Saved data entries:
--------------------------------------------------

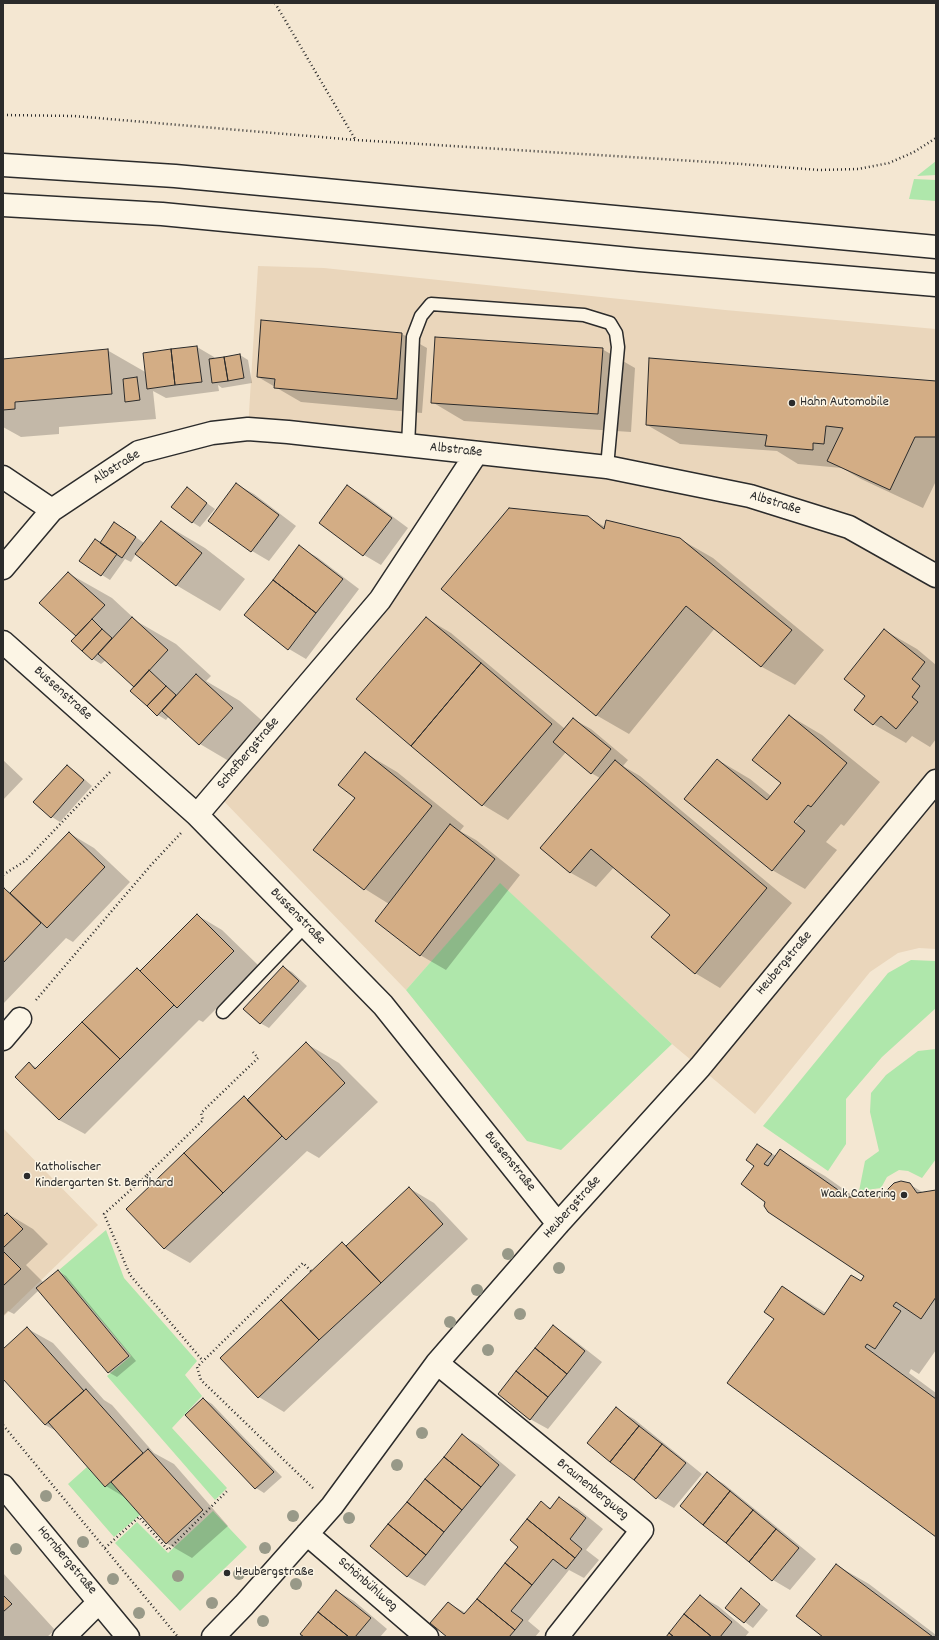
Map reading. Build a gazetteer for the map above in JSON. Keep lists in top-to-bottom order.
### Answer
{
  "streets": {
    "main road": [
      "Albstraße",
      "Bussenstraße",
      "Schafbergstraße",
      "Heubergstraße",
      "Braunenbergweg",
      "Hornbergstraße",
      "Schönbühlweg"
    ]
  },
  "crossings": [
    ["Albstraße", "Schafbergstraße"],
    ["Bussenstraße", "Schafbergstraße"],
    ["Bussenstraße", "Heubergstraße"],
    ["Heubergstraße", "Braunenbergweg"],
    ["Heubergstraße", "Schönbühlweg"]
  ],
  "places": [
    "Hahn Automobile",
    "Katholischer Kindergarten St. Bernhard",
    "Waak Catering",
    "Heubergstraße"
  ]
}
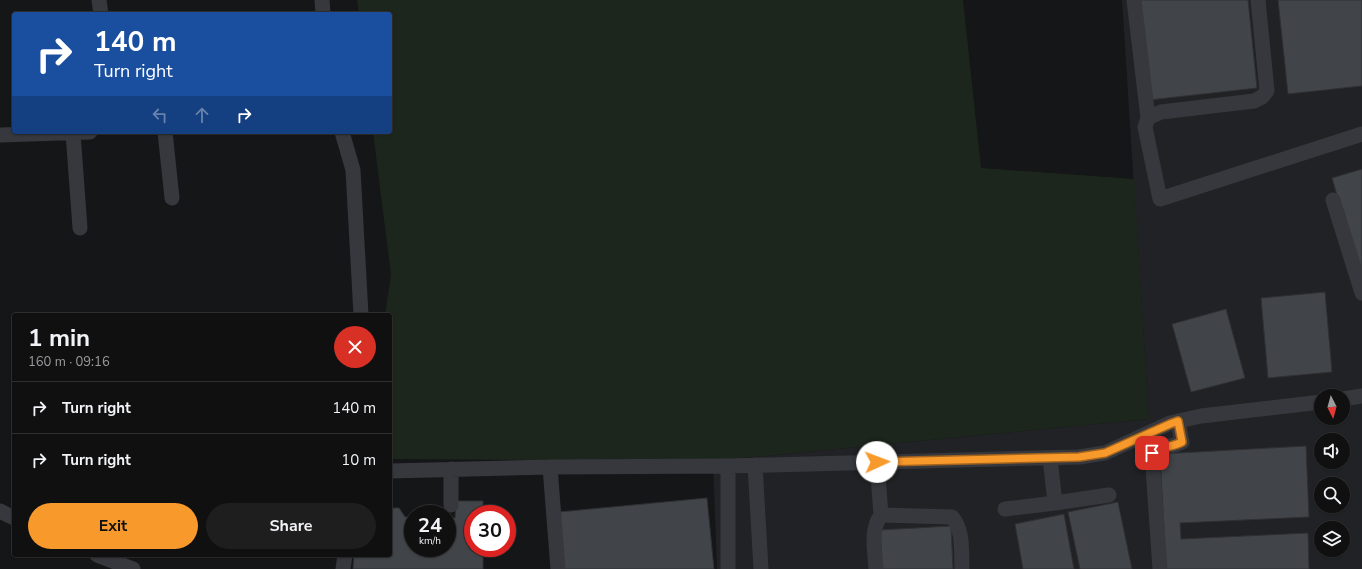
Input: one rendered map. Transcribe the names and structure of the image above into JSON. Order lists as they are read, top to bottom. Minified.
{"north":"bottom","page":{"turn":["140 m","Turn right"],"heading":["1 min","160 m · 09:16"],"list":[{"name":"Turn right","value":"140 m"},{"name":"Turn right","value":"10 m"}],"buttons":["Exit","Share"],"speed":"24 km/h","limit":"30"}}
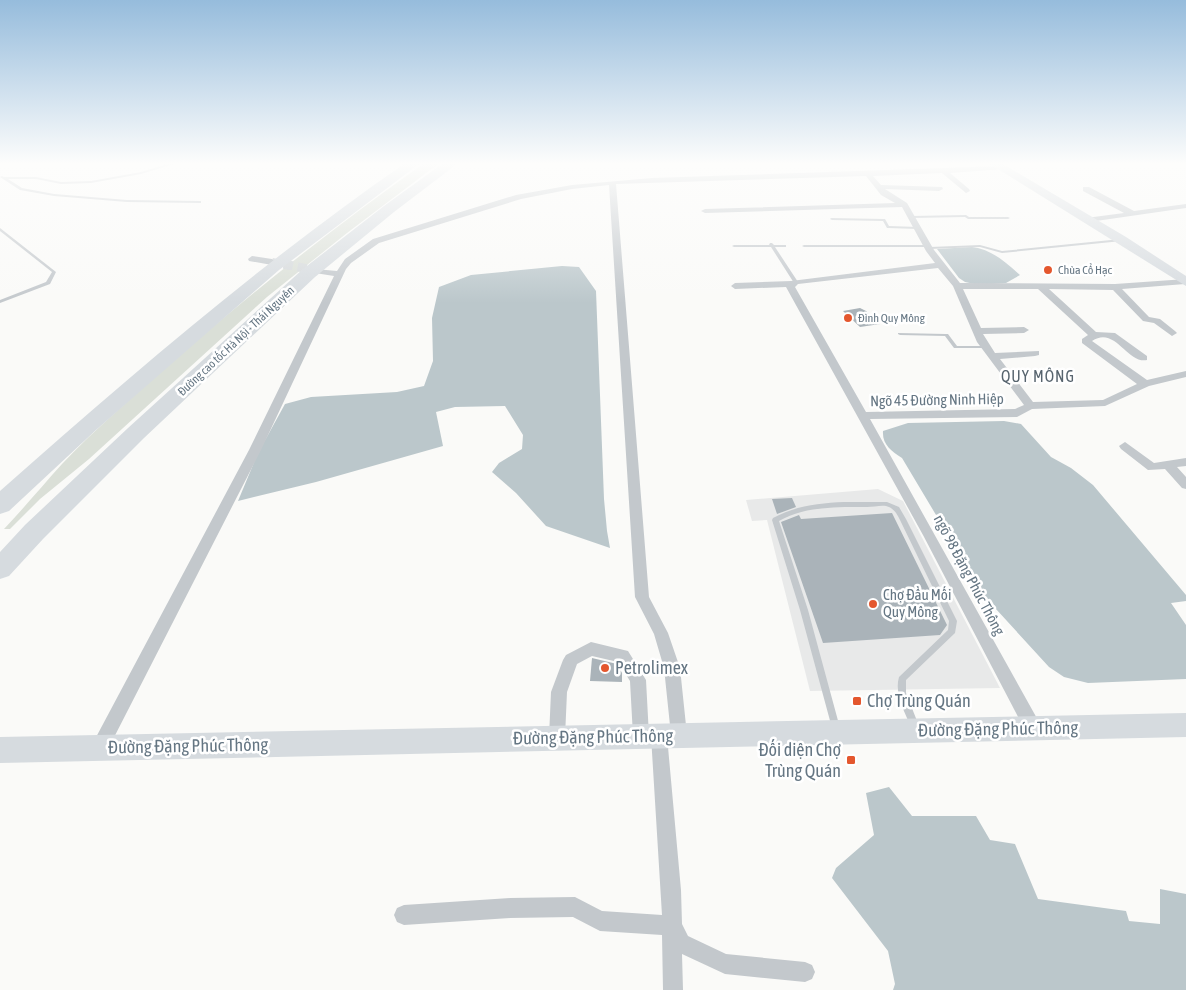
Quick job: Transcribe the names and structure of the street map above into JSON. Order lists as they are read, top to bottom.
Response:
{
  "streets": {
    "highway": ["Đường cao tốc Hà Nội - Thái Nguyên"],
    "main road": ["Đường Đặng Phúc Thông"],
    "street": ["Ngõ 45 Đường Ninh Hiệp", "ngõ 98 Đặng Phúc Thông"]
  },
  "crossings": [
    ["Ngõ 45 Đường Ninh Hiệp", "ngõ 98 Đặng Phúc Thông"],
    ["ngõ 98 Đặng Phúc Thông", "Đường Đặng Phúc Thông"]
  ],
  "districts": ["QUY MÔNG"],
  "places": {
    "other": [
      "Chùa Cổ Hạc",
      "Đình Quy Mông",
      "Chợ Đầu Mối Quy Mông",
      "Petrolimex"
    ],
    "transit": ["Chợ Trùng Quán", "Đối diện Chợ Trùng Quán"]
  }
}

--------------------------------------------------

YOUR ASSIGNMENT
Would you give the data above again word for word, minus the pictures?

RESULT OF THE EXERCISE
Map reading. Build a gazetteer for the map above in JSON. Keep lists in top-to-bottom order.
### Answer
{
  "streets": {
    "main road": [
      "Albstraße",
      "Bussenstraße",
      "Schafbergstraße",
      "Heubergstraße",
      "Braunenbergweg",
      "Hornbergstraße",
      "Schönbühlweg"
    ]
  },
  "crossings": [
    ["Albstraße", "Schafbergstraße"],
    ["Bussenstraße", "Schafbergstraße"],
    ["Bussenstraße", "Heubergstraße"],
    ["Heubergstraße", "Braunenbergweg"],
    ["Heubergstraße", "Schönbühlweg"]
  ],
  "places": [
    "Hahn Automobile",
    "Katholischer Kindergarten St. Bernhard",
    "Waak Catering",
    "Heubergstraße"
  ]
}
Input: one rendered map. Transcribe the names and structure of the image above into JSON. Order lists as they are read, top to bottom. Minified.
{"north":"bottom","page":{"turn":["140 m","Turn right"],"heading":["1 min","160 m · 09:16"],"list":[{"name":"Turn right","value":"140 m"},{"name":"Turn right","value":"10 m"}],"buttons":["Exit","Share"],"speed":"24 km/h","limit":"30"}}
Quick job: Transcribe the names and structure of the street map above into JSON. Order lists as they are read, top to bottom.
Response:
{
  "streets": {
    "highway": ["Đường cao tốc Hà Nội - Thái Nguyên"],
    "main road": ["Đường Đặng Phúc Thông"],
    "street": ["Ngõ 45 Đường Ninh Hiệp", "ngõ 98 Đặng Phúc Thông"]
  },
  "crossings": [
    ["Ngõ 45 Đường Ninh Hiệp", "ngõ 98 Đặng Phúc Thông"],
    ["ngõ 98 Đặng Phúc Thông", "Đường Đặng Phúc Thông"]
  ],
  "districts": ["QUY MÔNG"],
  "places": {
    "other": [
      "Chùa Cổ Hạc",
      "Đình Quy Mông",
      "Chợ Đầu Mối Quy Mông",
      "Petrolimex"
    ],
    "transit": ["Chợ Trùng Quán", "Đối diện Chợ Trùng Quán"]
  }
}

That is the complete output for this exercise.